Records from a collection
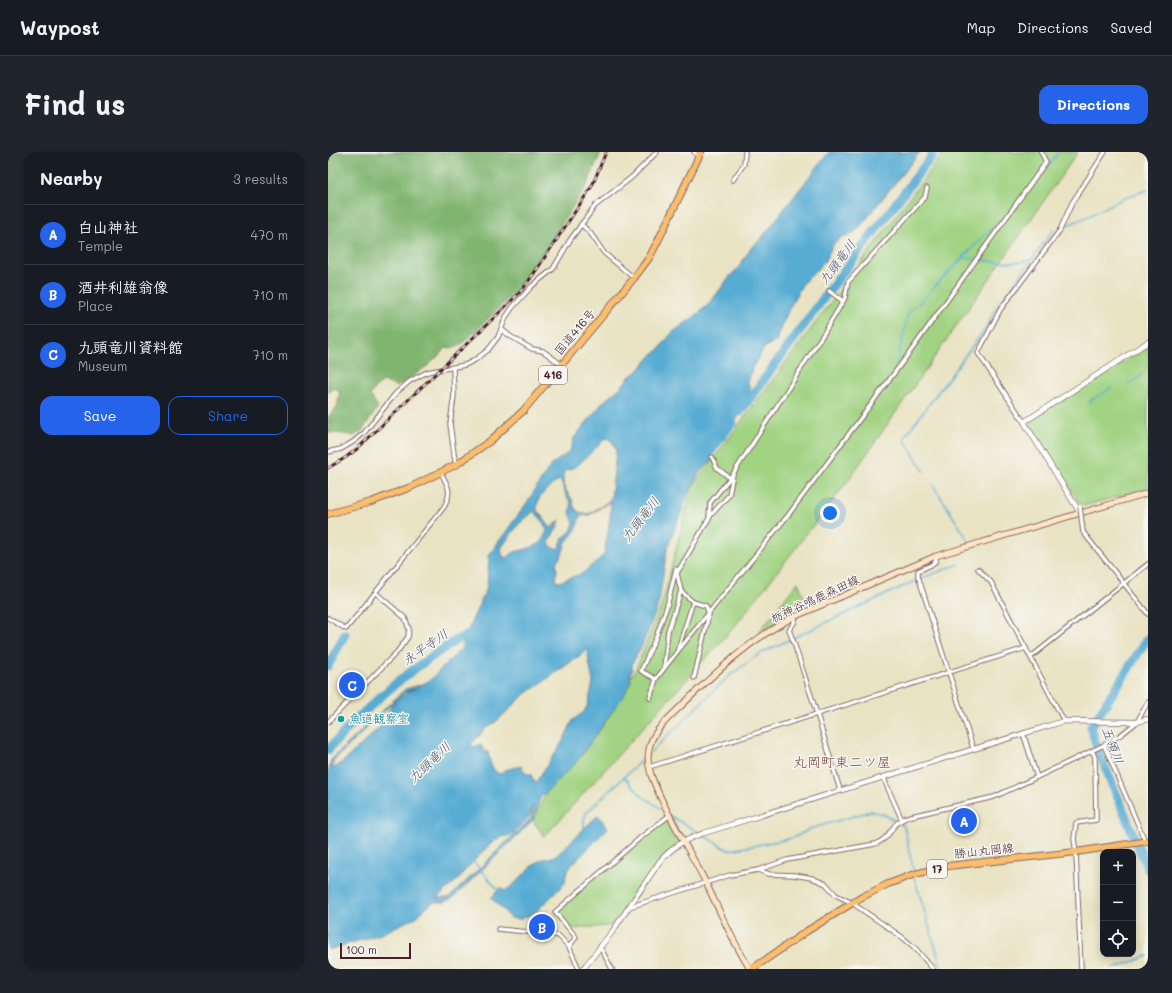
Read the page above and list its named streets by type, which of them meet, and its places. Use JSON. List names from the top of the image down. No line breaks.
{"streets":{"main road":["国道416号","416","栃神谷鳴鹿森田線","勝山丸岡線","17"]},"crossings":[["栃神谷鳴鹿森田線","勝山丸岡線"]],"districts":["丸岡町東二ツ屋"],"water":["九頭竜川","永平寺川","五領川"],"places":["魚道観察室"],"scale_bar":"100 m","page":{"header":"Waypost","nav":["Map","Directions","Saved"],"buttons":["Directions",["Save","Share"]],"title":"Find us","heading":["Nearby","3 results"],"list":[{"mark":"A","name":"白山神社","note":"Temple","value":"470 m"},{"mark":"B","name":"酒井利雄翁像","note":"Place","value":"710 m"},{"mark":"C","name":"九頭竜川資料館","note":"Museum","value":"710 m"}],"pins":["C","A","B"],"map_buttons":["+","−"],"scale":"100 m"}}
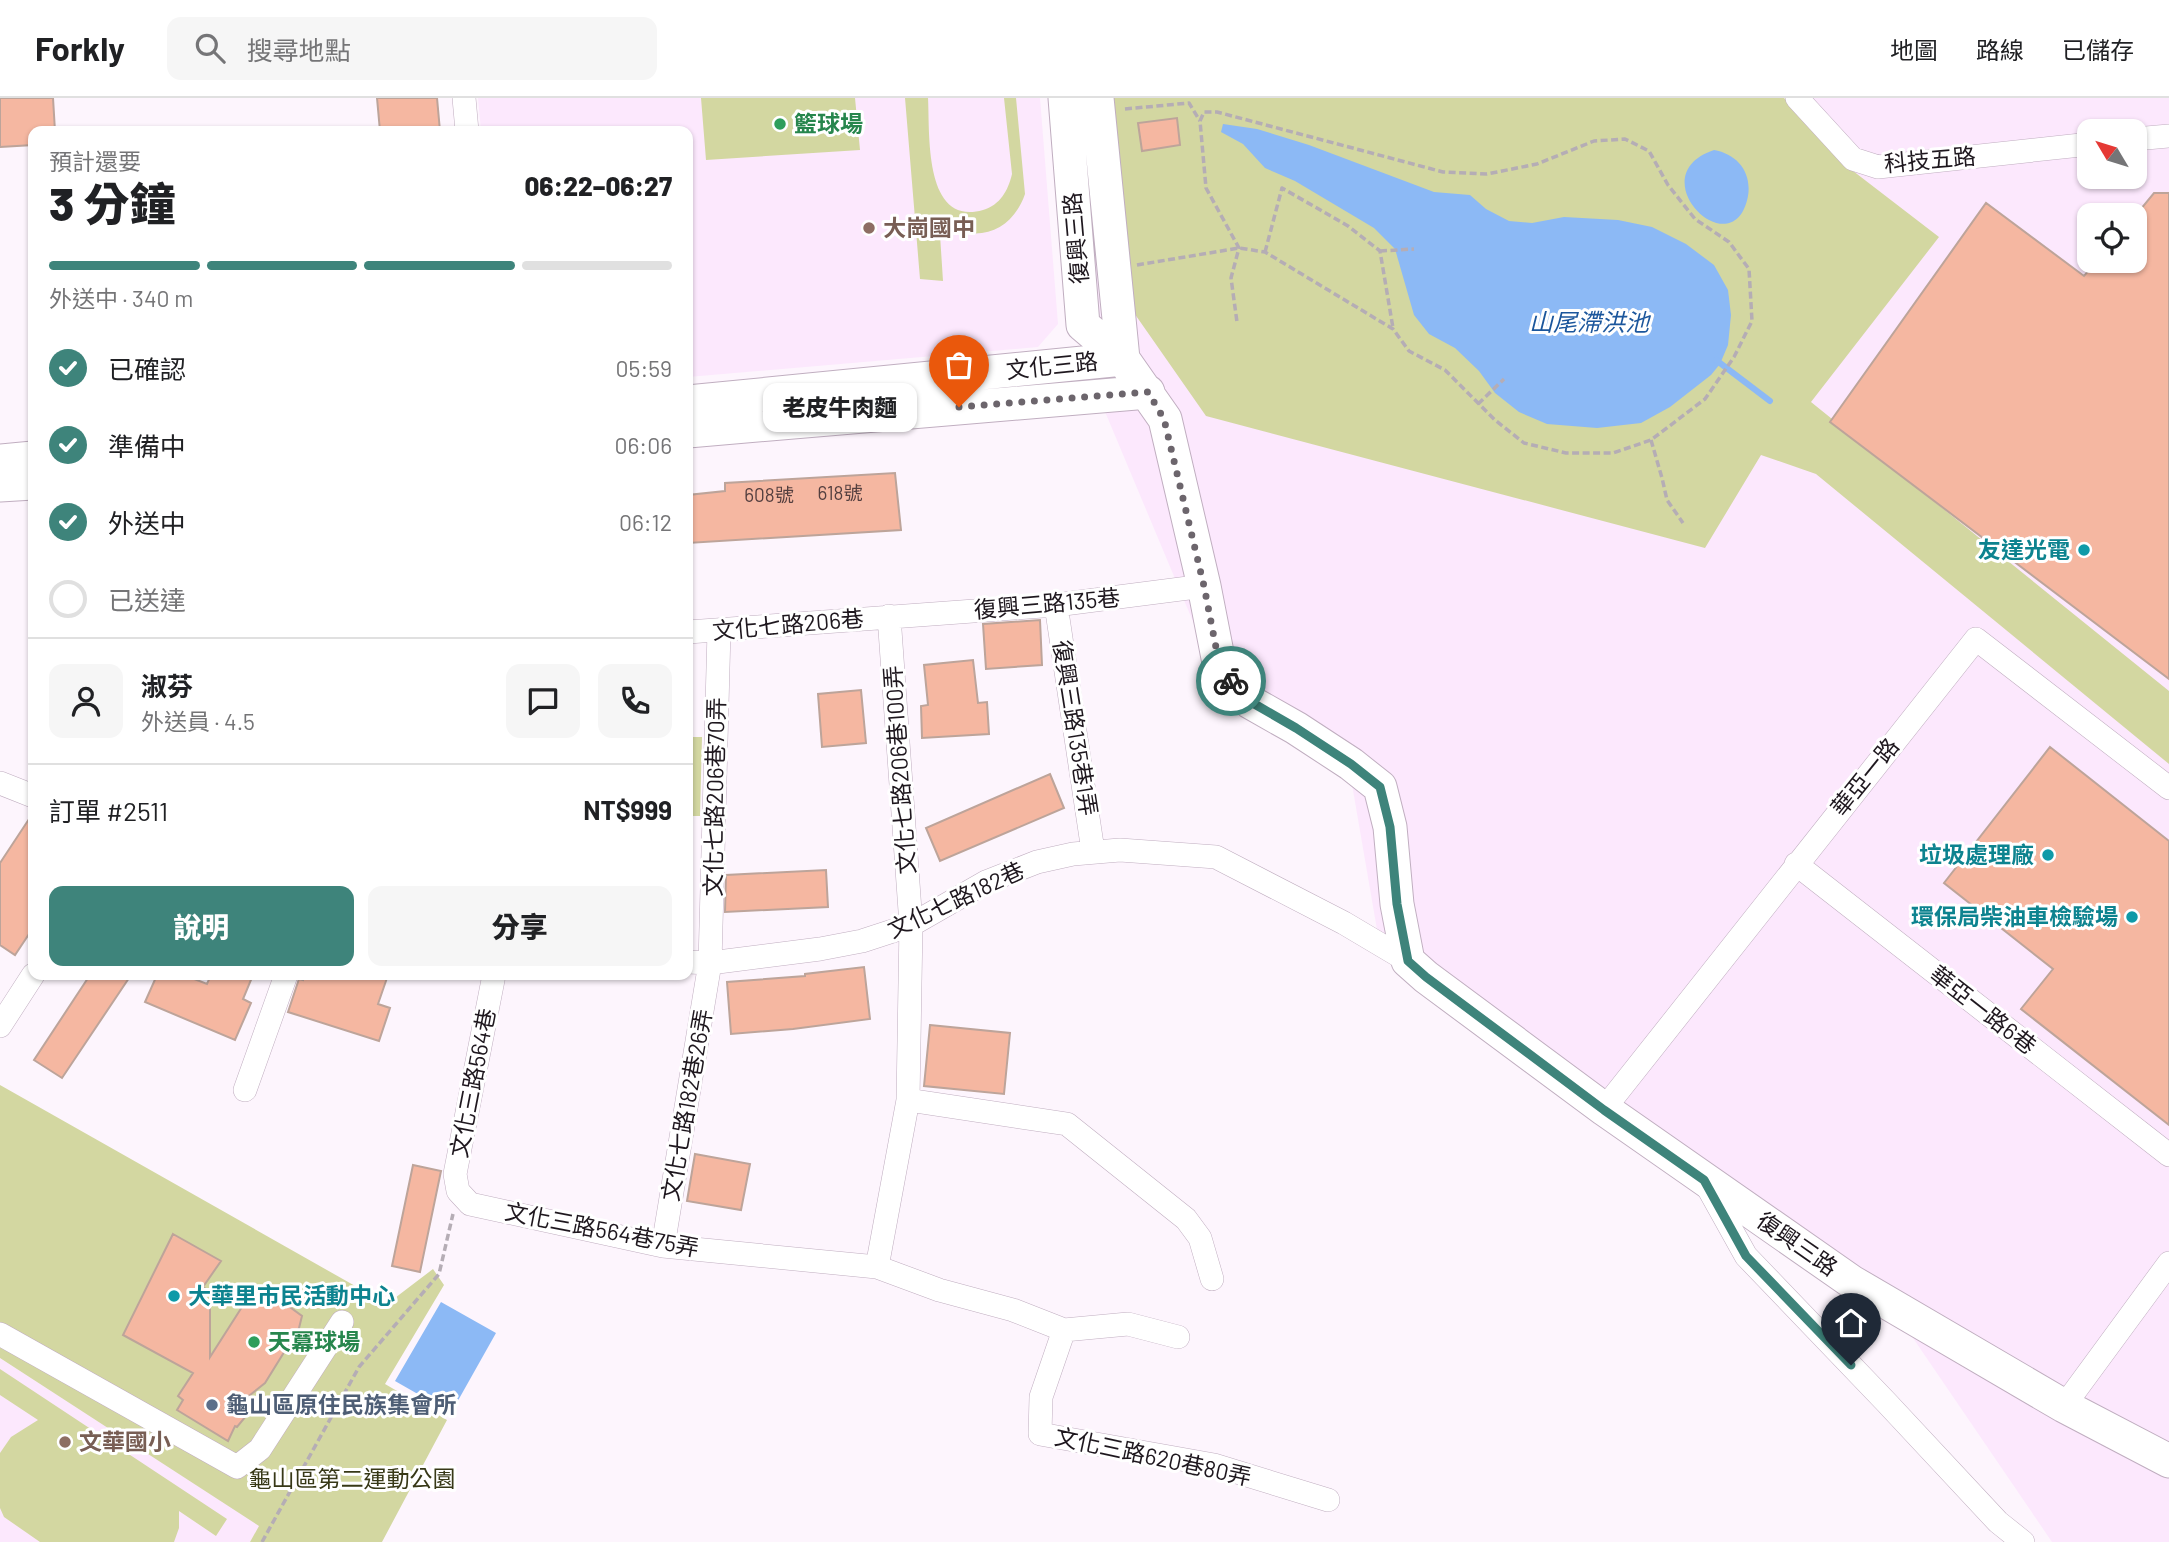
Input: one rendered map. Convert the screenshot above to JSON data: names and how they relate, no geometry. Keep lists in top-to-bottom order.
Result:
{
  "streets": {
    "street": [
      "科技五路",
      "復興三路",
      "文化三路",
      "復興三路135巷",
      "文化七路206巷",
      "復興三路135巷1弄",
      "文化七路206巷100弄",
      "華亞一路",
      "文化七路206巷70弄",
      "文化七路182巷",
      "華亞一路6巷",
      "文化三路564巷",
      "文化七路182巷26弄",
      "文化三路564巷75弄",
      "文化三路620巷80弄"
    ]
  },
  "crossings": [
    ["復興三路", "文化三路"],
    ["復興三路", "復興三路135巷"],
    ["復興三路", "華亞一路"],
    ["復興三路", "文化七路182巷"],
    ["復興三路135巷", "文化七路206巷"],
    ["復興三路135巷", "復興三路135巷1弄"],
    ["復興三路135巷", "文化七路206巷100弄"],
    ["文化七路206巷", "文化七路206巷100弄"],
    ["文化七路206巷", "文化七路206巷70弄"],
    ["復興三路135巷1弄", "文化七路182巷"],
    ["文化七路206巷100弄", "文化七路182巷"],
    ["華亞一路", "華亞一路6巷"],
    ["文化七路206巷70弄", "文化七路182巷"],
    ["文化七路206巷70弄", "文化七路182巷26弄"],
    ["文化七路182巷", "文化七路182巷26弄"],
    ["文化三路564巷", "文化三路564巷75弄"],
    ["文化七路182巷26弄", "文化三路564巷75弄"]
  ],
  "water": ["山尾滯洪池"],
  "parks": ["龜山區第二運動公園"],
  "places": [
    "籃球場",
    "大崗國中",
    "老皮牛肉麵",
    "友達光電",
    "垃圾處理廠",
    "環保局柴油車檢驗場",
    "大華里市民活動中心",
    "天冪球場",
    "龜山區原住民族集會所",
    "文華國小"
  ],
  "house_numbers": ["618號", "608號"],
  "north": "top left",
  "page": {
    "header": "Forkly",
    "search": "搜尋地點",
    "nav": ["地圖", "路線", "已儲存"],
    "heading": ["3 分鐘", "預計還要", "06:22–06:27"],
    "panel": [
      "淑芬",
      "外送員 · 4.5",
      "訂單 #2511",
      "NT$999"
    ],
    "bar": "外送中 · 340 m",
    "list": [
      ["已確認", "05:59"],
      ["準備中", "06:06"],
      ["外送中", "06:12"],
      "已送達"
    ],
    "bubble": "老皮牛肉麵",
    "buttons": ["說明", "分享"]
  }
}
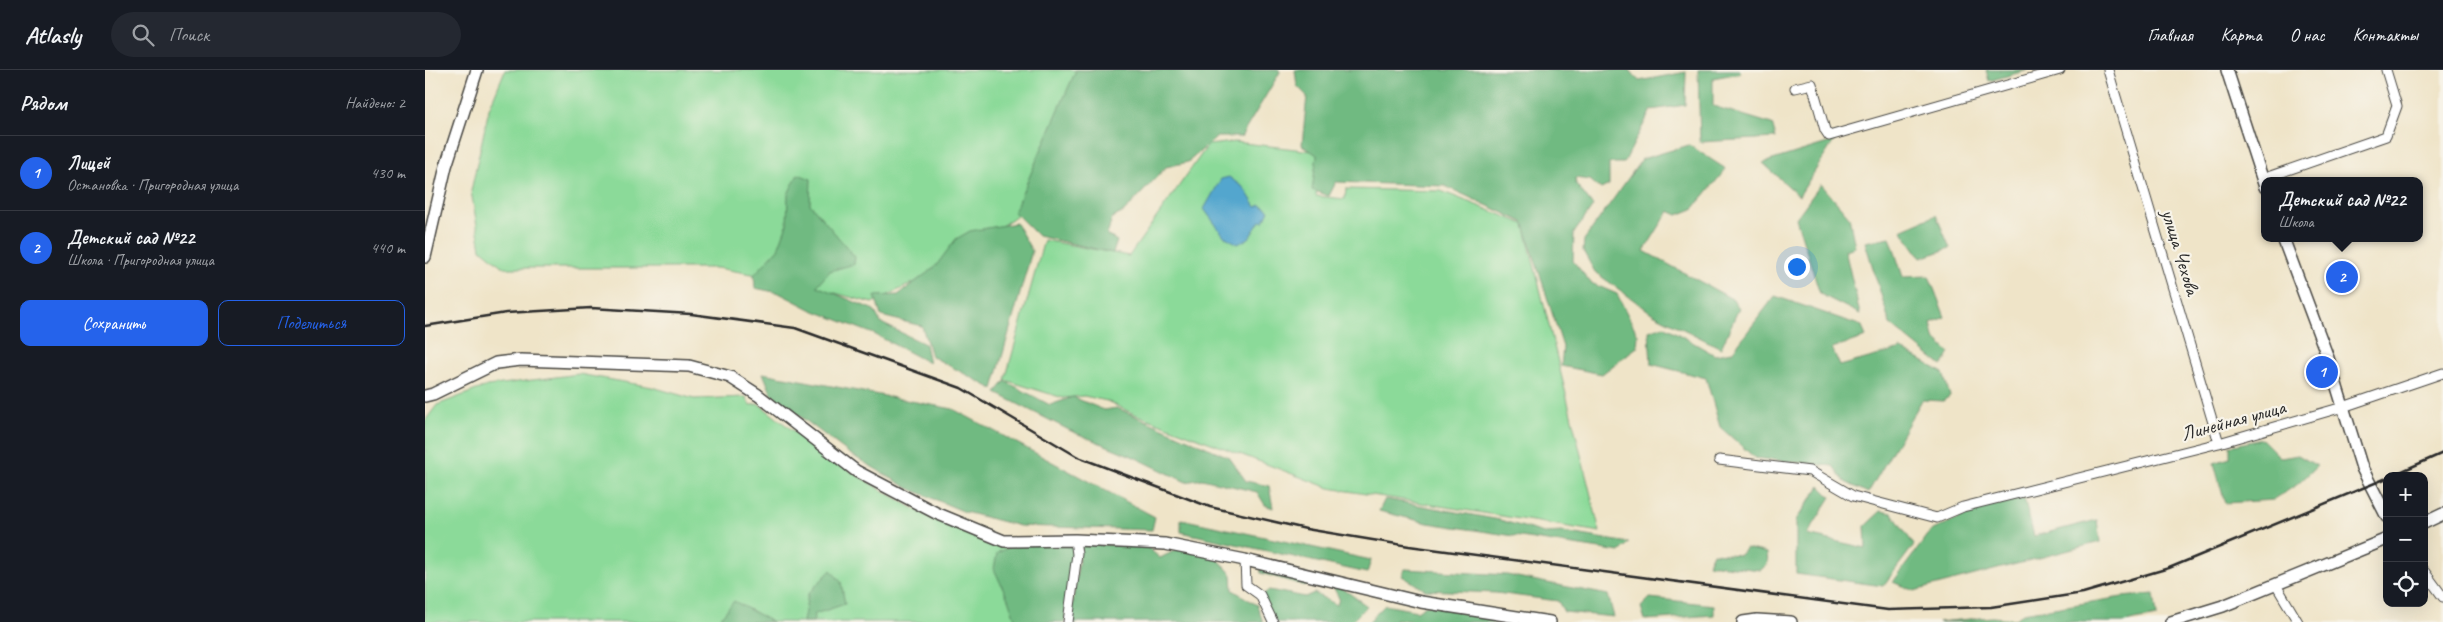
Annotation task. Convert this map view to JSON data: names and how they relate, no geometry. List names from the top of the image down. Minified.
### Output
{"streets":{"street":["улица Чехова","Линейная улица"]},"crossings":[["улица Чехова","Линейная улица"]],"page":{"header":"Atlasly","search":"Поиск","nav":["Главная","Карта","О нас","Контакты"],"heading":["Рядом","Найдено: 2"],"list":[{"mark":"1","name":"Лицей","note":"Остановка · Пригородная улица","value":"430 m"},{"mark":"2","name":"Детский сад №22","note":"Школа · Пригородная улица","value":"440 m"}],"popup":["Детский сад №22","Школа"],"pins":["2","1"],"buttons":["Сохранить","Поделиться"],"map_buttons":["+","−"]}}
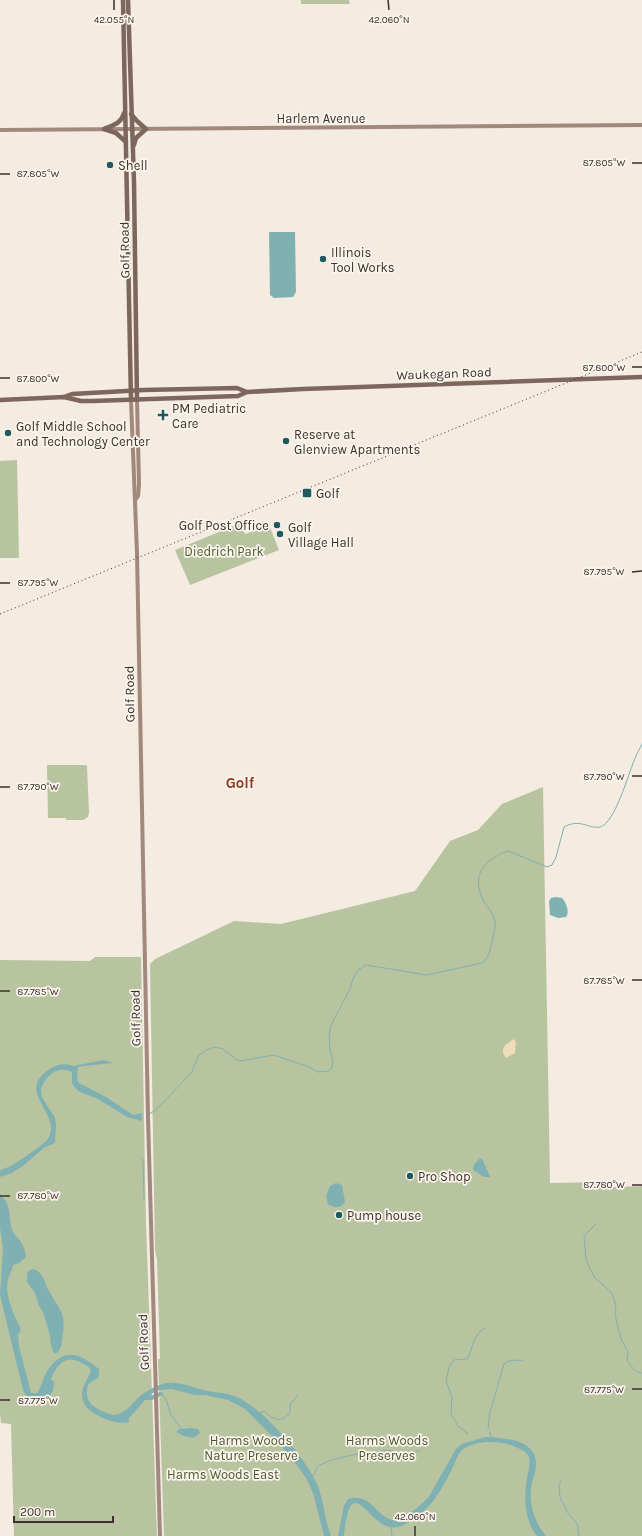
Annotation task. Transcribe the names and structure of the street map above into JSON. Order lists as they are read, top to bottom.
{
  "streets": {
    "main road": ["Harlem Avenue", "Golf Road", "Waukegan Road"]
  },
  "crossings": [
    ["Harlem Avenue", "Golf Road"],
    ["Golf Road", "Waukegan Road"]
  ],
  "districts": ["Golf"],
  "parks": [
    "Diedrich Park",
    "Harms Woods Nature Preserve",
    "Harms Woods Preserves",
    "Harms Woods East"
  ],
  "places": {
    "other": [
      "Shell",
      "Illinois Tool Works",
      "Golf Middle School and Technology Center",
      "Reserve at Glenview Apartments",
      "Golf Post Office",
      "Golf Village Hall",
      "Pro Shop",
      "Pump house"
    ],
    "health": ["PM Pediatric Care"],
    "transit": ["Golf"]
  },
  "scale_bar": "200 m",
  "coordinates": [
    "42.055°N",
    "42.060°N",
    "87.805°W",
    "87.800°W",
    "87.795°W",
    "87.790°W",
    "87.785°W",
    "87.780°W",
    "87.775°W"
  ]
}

* TRY IT
Repeat every entry above word for word, and include no pictures.

* ANSWER SPACE
Read the page above and list its named streets by type, which of them meet, and its places. Use JSON. List names from the top of the image down. No line breaks.
{"streets":{"main road":["国道416号","416","栃神谷鳴鹿森田線","勝山丸岡線","17"]},"crossings":[["栃神谷鳴鹿森田線","勝山丸岡線"]],"districts":["丸岡町東二ツ屋"],"water":["九頭竜川","永平寺川","五領川"],"places":["魚道観察室"],"scale_bar":"100 m","page":{"header":"Waypost","nav":["Map","Directions","Saved"],"buttons":["Directions",["Save","Share"]],"title":"Find us","heading":["Nearby","3 results"],"list":[{"mark":"A","name":"白山神社","note":"Temple","value":"470 m"},{"mark":"B","name":"酒井利雄翁像","note":"Place","value":"710 m"},{"mark":"C","name":"九頭竜川資料館","note":"Museum","value":"710 m"}],"pins":["C","A","B"],"map_buttons":["+","−"],"scale":"100 m"}}
Input: one rendered map. Convert the screenshot above to JSON data: names and how they relate, no geometry. Keep lists in top-to-bottom order.
Result:
{
  "streets": {
    "street": [
      "科技五路",
      "復興三路",
      "文化三路",
      "復興三路135巷",
      "文化七路206巷",
      "復興三路135巷1弄",
      "文化七路206巷100弄",
      "華亞一路",
      "文化七路206巷70弄",
      "文化七路182巷",
      "華亞一路6巷",
      "文化三路564巷",
      "文化七路182巷26弄",
      "文化三路564巷75弄",
      "文化三路620巷80弄"
    ]
  },
  "crossings": [
    ["復興三路", "文化三路"],
    ["復興三路", "復興三路135巷"],
    ["復興三路", "華亞一路"],
    ["復興三路", "文化七路182巷"],
    ["復興三路135巷", "文化七路206巷"],
    ["復興三路135巷", "復興三路135巷1弄"],
    ["復興三路135巷", "文化七路206巷100弄"],
    ["文化七路206巷", "文化七路206巷100弄"],
    ["文化七路206巷", "文化七路206巷70弄"],
    ["復興三路135巷1弄", "文化七路182巷"],
    ["文化七路206巷100弄", "文化七路182巷"],
    ["華亞一路", "華亞一路6巷"],
    ["文化七路206巷70弄", "文化七路182巷"],
    ["文化七路206巷70弄", "文化七路182巷26弄"],
    ["文化七路182巷", "文化七路182巷26弄"],
    ["文化三路564巷", "文化三路564巷75弄"],
    ["文化七路182巷26弄", "文化三路564巷75弄"]
  ],
  "water": ["山尾滯洪池"],
  "parks": ["龜山區第二運動公園"],
  "places": [
    "籃球場",
    "大崗國中",
    "老皮牛肉麵",
    "友達光電",
    "垃圾處理廠",
    "環保局柴油車檢驗場",
    "大華里市民活動中心",
    "天冪球場",
    "龜山區原住民族集會所",
    "文華國小"
  ],
  "house_numbers": ["618號", "608號"],
  "north": "top left",
  "page": {
    "header": "Forkly",
    "search": "搜尋地點",
    "nav": ["地圖", "路線", "已儲存"],
    "heading": ["3 分鐘", "預計還要", "06:22–06:27"],
    "panel": [
      "淑芬",
      "外送員 · 4.5",
      "訂單 #2511",
      "NT$999"
    ],
    "bar": "外送中 · 340 m",
    "list": [
      ["已確認", "05:59"],
      ["準備中", "06:06"],
      ["外送中", "06:12"],
      "已送達"
    ],
    "bubble": "老皮牛肉麵",
    "buttons": ["說明", "分享"]
  }
}
Annotation task. Convert this map view to JSON data: names and how they relate, no geometry. List names from the top of the image down. Minified.
### Output
{"streets":{"street":["улица Чехова","Линейная улица"]},"crossings":[["улица Чехова","Линейная улица"]],"page":{"header":"Atlasly","search":"Поиск","nav":["Главная","Карта","О нас","Контакты"],"heading":["Рядом","Найдено: 2"],"list":[{"mark":"1","name":"Лицей","note":"Остановка · Пригородная улица","value":"430 m"},{"mark":"2","name":"Детский сад №22","note":"Школа · Пригородная улица","value":"440 m"}],"popup":["Детский сад №22","Школа"],"pins":["2","1"],"buttons":["Сохранить","Поделиться"],"map_buttons":["+","−"]}}
Annotation task. Transcribe the names and structure of the street map above into JSON. Order lists as they are read, top to bottom.
{
  "streets": {
    "main road": ["Harlem Avenue", "Golf Road", "Waukegan Road"]
  },
  "crossings": [
    ["Harlem Avenue", "Golf Road"],
    ["Golf Road", "Waukegan Road"]
  ],
  "districts": ["Golf"],
  "parks": [
    "Diedrich Park",
    "Harms Woods Nature Preserve",
    "Harms Woods Preserves",
    "Harms Woods East"
  ],
  "places": {
    "other": [
      "Shell",
      "Illinois Tool Works",
      "Golf Middle School and Technology Center",
      "Reserve at Glenview Apartments",
      "Golf Post Office",
      "Golf Village Hall",
      "Pro Shop",
      "Pump house"
    ],
    "health": ["PM Pediatric Care"],
    "transit": ["Golf"]
  },
  "scale_bar": "200 m",
  "coordinates": [
    "42.055°N",
    "42.060°N",
    "87.805°W",
    "87.800°W",
    "87.795°W",
    "87.790°W",
    "87.785°W",
    "87.780°W",
    "87.775°W"
  ]
}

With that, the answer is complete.